In [None]:
import random

import numpy as np
import pandas as pd
import seaborn as sns
import matplotlib.pyplot as plt
import scipy.signal as signal

np.random.seed(1337)

# Preprocessing

This notebooks explore the preprocessing steps for time series data ultimately implemented as part of the `data_pipeline.py` script.
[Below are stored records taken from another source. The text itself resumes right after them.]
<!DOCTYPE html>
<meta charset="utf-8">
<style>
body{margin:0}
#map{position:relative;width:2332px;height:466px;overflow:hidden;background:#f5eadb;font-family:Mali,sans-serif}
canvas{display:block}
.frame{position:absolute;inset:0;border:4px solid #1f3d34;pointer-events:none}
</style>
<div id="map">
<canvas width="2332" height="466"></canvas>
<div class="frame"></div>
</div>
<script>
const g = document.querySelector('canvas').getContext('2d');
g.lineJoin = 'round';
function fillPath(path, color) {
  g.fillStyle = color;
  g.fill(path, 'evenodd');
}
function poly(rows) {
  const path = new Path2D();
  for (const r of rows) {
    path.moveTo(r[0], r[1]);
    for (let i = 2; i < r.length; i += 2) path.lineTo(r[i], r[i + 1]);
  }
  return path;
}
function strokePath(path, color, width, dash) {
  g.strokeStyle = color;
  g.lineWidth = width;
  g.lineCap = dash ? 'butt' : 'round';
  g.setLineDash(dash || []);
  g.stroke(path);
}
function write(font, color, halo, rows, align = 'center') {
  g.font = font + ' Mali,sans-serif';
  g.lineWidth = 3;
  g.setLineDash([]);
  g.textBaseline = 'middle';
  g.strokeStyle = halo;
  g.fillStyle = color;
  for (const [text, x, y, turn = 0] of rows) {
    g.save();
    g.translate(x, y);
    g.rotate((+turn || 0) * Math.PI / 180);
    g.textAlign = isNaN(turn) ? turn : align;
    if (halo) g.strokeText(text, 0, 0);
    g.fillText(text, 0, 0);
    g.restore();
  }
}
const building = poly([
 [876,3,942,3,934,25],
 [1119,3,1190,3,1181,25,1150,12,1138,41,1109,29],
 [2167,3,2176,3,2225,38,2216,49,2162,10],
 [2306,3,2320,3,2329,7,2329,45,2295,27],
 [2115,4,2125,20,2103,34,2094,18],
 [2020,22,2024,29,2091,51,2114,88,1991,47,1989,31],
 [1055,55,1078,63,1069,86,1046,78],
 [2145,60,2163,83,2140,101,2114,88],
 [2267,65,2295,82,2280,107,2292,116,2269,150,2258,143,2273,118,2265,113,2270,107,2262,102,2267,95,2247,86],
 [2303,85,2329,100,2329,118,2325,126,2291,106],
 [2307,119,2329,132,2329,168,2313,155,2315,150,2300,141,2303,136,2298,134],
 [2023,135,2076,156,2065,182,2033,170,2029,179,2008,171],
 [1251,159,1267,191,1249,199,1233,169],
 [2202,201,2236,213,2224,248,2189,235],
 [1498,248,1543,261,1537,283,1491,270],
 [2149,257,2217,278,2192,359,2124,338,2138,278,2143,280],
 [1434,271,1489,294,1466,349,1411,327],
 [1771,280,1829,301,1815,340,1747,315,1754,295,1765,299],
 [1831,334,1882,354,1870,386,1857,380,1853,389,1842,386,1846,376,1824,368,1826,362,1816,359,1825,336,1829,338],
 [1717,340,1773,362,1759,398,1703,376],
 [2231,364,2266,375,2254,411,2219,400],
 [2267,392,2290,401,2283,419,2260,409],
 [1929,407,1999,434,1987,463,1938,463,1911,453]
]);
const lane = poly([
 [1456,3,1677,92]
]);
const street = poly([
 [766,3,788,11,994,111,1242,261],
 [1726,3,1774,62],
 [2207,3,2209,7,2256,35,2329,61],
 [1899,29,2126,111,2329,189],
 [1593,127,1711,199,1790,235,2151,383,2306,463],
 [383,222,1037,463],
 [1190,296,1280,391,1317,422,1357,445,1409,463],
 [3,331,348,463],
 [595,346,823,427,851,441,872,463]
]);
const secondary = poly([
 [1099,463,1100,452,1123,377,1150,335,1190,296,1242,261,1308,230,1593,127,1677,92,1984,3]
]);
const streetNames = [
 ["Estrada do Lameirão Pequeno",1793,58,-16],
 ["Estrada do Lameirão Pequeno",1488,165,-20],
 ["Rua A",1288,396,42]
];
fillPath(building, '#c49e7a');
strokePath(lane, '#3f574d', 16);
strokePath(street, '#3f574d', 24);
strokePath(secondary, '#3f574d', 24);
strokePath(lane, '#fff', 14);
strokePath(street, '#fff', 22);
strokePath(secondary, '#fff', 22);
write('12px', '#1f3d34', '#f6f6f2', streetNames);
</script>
The preprocessing steps include:

1. **Time Series Preprocessing**: This includes converting the time column to a datetime object and setting it as the index.
2. **Crop**: This involves cropping the data to remove the first and last few seconds of the recording.
3. **Resample**: This involves resampling the data to a lower frequency.
4. **Segmentation**: This involves segmenting the data into smaller chunks.
5. **Feature Extraction**: This involves extracting features from the data.
6. **Smoothing**: This involves applying filters to smooth the data.

Let's start by loading the data and visualizing it.

## Load Data

For the purpose of this notebook, we will load a random file from the dataset.

In [None]:
data = pd.read_parquet("../data/cache/raw_data_db_cache.parquet")
data = data[data['file_hash'] == data['file_hash'].sample(1).values[0]] # select a random file

data.drop(columns=['recording_time', 'result', 'table'], inplace=True)
data.columns = data.columns.str.replace('_time', 'time')
data = data.rename(columns={'accelerometer_x': 'x', 'accelerometer_y': 'y', 'accelerometer_z': 'z'})

data = data.sort_values('time')
data = data.reset_index(drop=True)

sensor_data = data.copy()
data.head()

Afterwards we can define a function to visualize the data.

In [None]:
def visualize_data(data, title, first_n_seconds=None):
    if first_n_seconds is not None:
        data = data[data.index <= data.index[0] + pd.Timedelta(seconds=first_n_seconds)]
    
    plt.figure(figsize=(10, 6))
    plt.plot(data.index, data['x'], label='X-axis')
    plt.plot(data.index, data['y'], label='Y-axis')
    plt.plot(data.index, data['z'], label='Z-axis')
    plt.legend()
    plt.title(title)
    plt.xlabel('Time')
    plt.ylabel('Acceleration')
    plt.show()

## 1. Time Series Preprocessing

The first step is to preprocess the time series data by converting the time column to a datetime object and setting it as the index. Afterwards we ensure the data is sorted by time.

In [None]:
sensor_data['time'] = pd.to_datetime(sensor_data['time'], unit='ns')
sensor_data = sensor_data.set_index('time', drop=True)
sensor_data = sensor_data.sort_index()
visualize_data(sensor_data.copy(), 'Preprocessed Data', first_n_seconds=5)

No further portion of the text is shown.